◆ Raw data ◆
--- START ---

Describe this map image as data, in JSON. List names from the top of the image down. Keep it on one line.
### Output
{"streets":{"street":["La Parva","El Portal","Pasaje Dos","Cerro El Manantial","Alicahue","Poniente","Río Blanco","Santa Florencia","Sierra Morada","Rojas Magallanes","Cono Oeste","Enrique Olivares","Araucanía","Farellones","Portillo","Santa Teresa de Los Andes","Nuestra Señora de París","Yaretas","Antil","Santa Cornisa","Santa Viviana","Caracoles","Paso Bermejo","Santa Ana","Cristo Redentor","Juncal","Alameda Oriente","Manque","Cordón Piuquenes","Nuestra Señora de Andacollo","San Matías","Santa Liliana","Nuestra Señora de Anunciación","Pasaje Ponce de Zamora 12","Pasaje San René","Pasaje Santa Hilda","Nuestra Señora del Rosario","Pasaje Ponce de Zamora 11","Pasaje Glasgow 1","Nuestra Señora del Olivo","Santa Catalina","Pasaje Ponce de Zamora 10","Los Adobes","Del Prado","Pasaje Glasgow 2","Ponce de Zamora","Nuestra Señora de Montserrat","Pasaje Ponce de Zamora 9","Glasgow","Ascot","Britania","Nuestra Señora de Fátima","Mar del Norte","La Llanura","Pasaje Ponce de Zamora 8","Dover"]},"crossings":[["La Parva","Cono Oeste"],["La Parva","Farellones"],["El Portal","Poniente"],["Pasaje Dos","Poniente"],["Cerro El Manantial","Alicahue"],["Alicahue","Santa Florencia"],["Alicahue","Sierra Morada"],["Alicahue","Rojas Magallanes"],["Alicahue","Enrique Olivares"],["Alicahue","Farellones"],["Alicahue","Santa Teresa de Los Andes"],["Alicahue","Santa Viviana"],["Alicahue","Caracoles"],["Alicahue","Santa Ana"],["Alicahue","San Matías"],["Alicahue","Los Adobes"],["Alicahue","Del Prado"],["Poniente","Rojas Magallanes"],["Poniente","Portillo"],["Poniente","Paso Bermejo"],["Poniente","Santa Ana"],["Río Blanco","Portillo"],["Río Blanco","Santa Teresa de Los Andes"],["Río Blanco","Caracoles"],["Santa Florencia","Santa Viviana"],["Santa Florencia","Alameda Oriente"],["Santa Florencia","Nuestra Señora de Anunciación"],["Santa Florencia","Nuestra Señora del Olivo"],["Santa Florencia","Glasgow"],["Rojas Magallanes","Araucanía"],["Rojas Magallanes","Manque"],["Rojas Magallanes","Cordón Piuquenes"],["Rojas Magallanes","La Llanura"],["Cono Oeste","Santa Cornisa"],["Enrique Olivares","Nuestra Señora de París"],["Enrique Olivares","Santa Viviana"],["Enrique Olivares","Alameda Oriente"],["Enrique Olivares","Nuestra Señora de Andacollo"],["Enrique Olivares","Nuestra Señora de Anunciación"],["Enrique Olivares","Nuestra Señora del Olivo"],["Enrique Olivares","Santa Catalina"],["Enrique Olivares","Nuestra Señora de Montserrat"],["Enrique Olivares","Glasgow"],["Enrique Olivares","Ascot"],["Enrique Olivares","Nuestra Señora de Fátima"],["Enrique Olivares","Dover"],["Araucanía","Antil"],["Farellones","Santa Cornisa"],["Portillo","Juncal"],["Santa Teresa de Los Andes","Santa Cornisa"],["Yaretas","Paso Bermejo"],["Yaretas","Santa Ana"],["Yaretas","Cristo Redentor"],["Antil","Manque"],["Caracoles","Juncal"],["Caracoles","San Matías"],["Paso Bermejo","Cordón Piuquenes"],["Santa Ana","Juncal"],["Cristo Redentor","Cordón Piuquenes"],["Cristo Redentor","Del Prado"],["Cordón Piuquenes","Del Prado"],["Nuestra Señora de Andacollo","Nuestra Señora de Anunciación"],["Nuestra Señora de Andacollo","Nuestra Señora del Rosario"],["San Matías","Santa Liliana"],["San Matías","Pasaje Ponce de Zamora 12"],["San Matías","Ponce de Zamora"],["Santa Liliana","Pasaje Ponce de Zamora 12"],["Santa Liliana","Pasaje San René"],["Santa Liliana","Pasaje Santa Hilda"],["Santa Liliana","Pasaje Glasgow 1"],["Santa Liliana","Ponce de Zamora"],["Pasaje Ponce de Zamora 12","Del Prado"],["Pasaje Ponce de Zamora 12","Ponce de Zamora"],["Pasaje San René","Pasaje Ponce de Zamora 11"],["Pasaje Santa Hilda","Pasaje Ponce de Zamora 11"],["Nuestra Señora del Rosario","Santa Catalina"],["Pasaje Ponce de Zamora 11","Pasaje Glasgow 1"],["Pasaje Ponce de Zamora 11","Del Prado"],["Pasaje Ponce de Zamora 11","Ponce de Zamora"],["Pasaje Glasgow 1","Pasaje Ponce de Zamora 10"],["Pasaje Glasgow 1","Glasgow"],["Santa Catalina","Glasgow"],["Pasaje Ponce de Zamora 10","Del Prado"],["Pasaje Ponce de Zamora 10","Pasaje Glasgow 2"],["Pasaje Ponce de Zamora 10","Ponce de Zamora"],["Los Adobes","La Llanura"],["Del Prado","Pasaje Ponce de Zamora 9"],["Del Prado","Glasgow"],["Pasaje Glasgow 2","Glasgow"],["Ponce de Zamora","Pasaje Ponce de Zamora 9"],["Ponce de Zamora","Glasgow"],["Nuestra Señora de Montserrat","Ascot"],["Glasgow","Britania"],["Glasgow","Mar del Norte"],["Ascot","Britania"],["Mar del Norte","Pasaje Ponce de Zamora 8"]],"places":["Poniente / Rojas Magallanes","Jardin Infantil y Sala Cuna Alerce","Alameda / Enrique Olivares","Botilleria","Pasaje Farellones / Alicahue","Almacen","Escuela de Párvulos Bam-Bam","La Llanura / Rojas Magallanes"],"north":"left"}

--- END ---
--- START ---

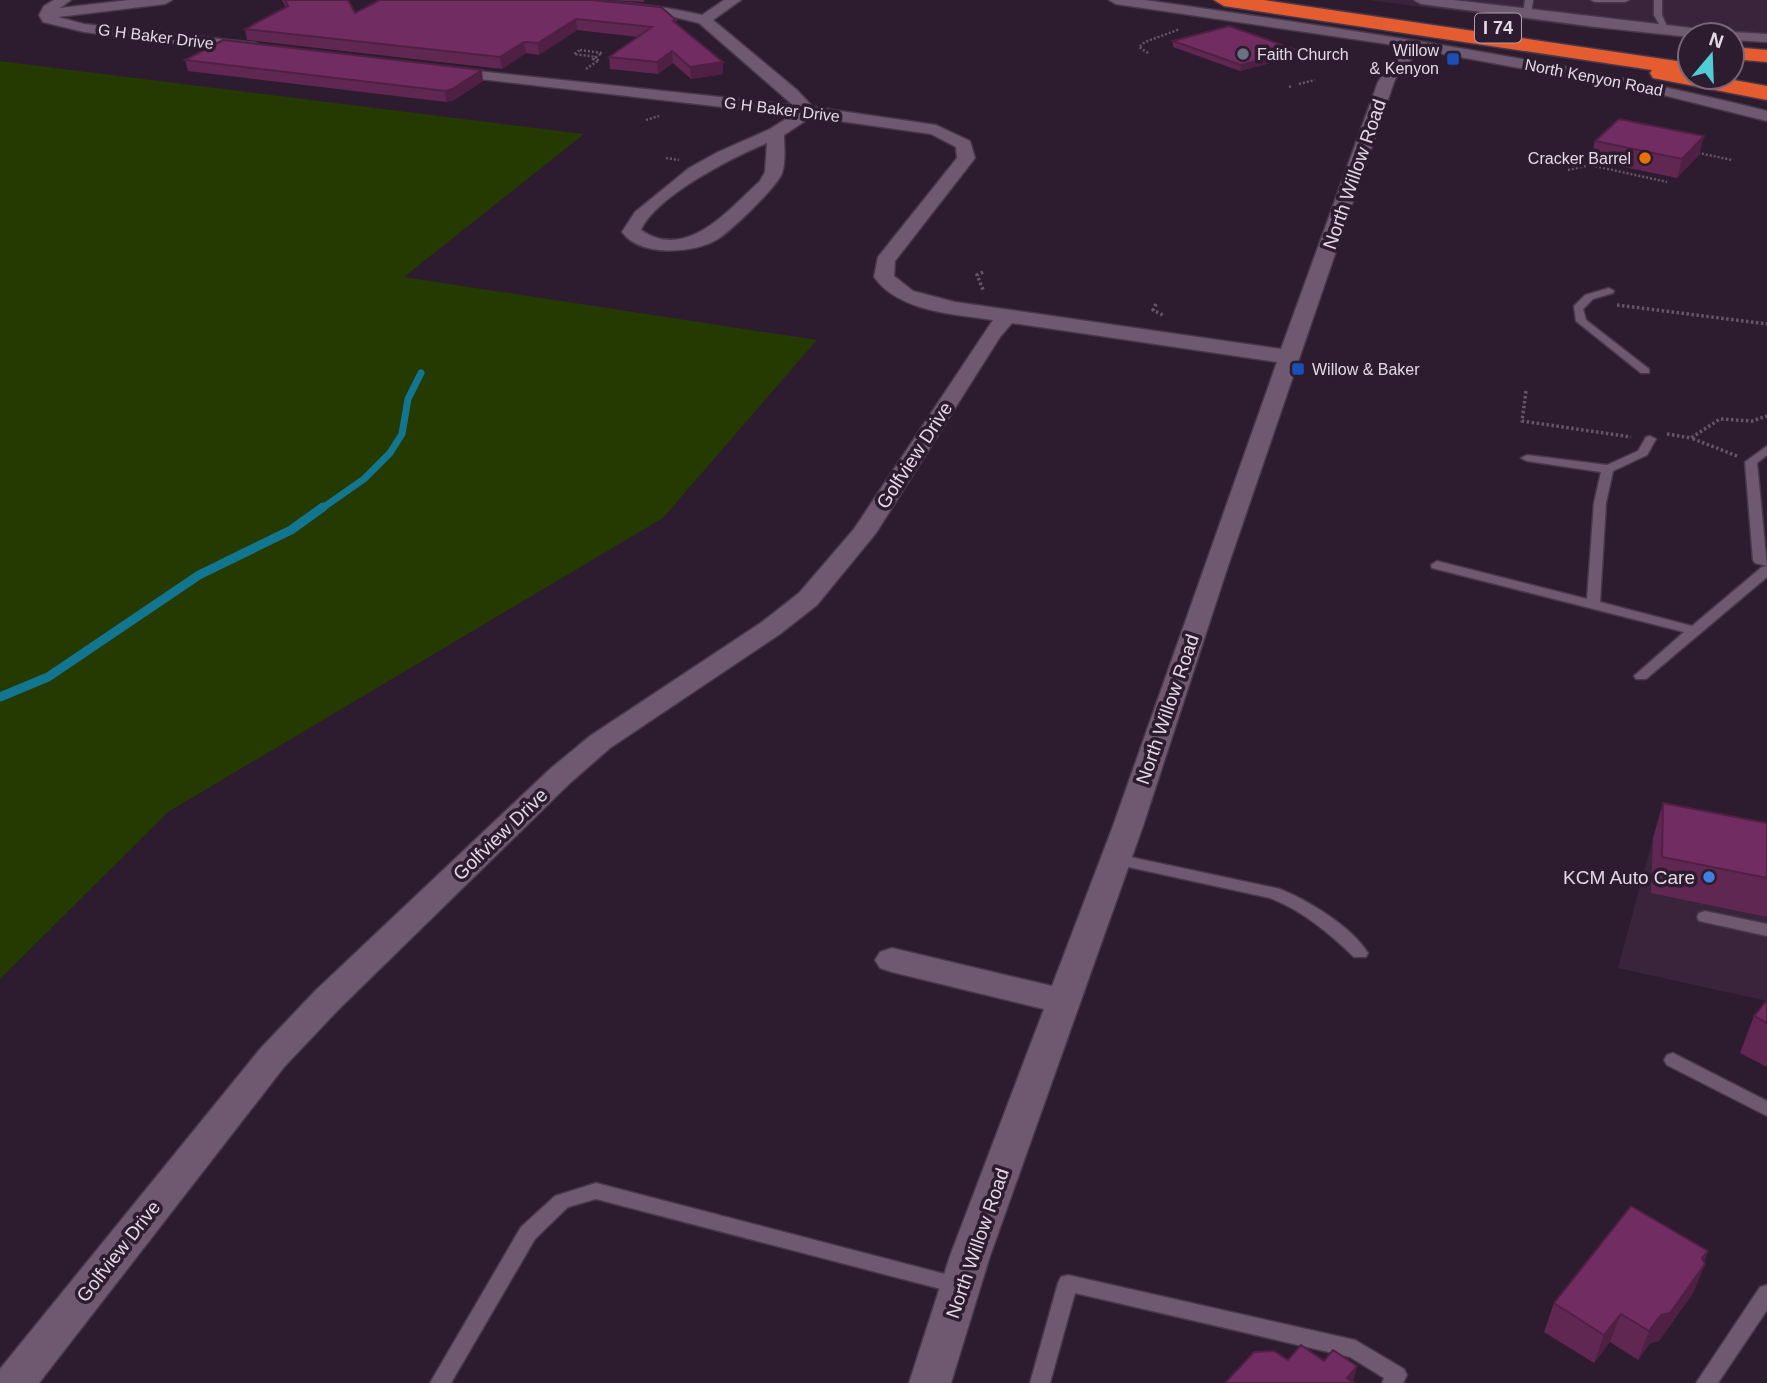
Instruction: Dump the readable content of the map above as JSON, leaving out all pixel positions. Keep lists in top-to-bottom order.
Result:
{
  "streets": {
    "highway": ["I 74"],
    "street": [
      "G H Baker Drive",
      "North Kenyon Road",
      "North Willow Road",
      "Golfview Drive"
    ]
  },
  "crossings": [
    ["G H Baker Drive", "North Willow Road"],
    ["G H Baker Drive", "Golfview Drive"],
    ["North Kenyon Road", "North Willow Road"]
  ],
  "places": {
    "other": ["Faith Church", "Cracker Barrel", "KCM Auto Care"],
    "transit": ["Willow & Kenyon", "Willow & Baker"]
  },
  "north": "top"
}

--- END ---
--- START ---

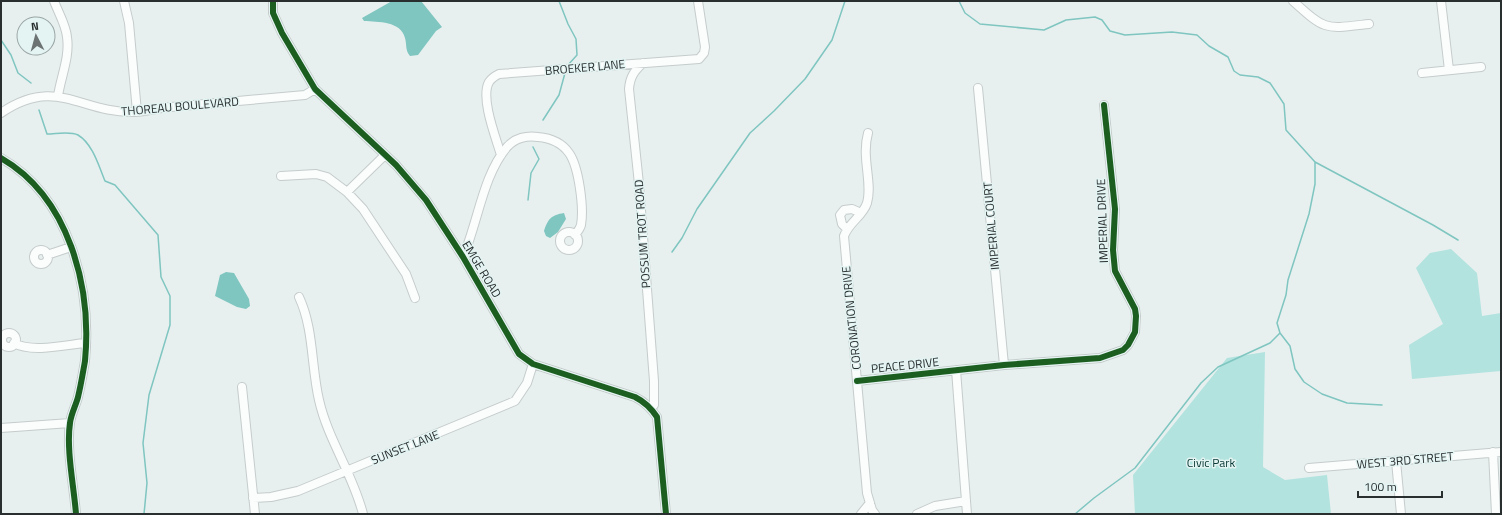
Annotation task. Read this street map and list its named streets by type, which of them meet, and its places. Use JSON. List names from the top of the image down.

--- END ---

◆ What needs to be done ◆
Only a number is wanted: how many lines of the material above hold "this"?

◆ Solution ◆
2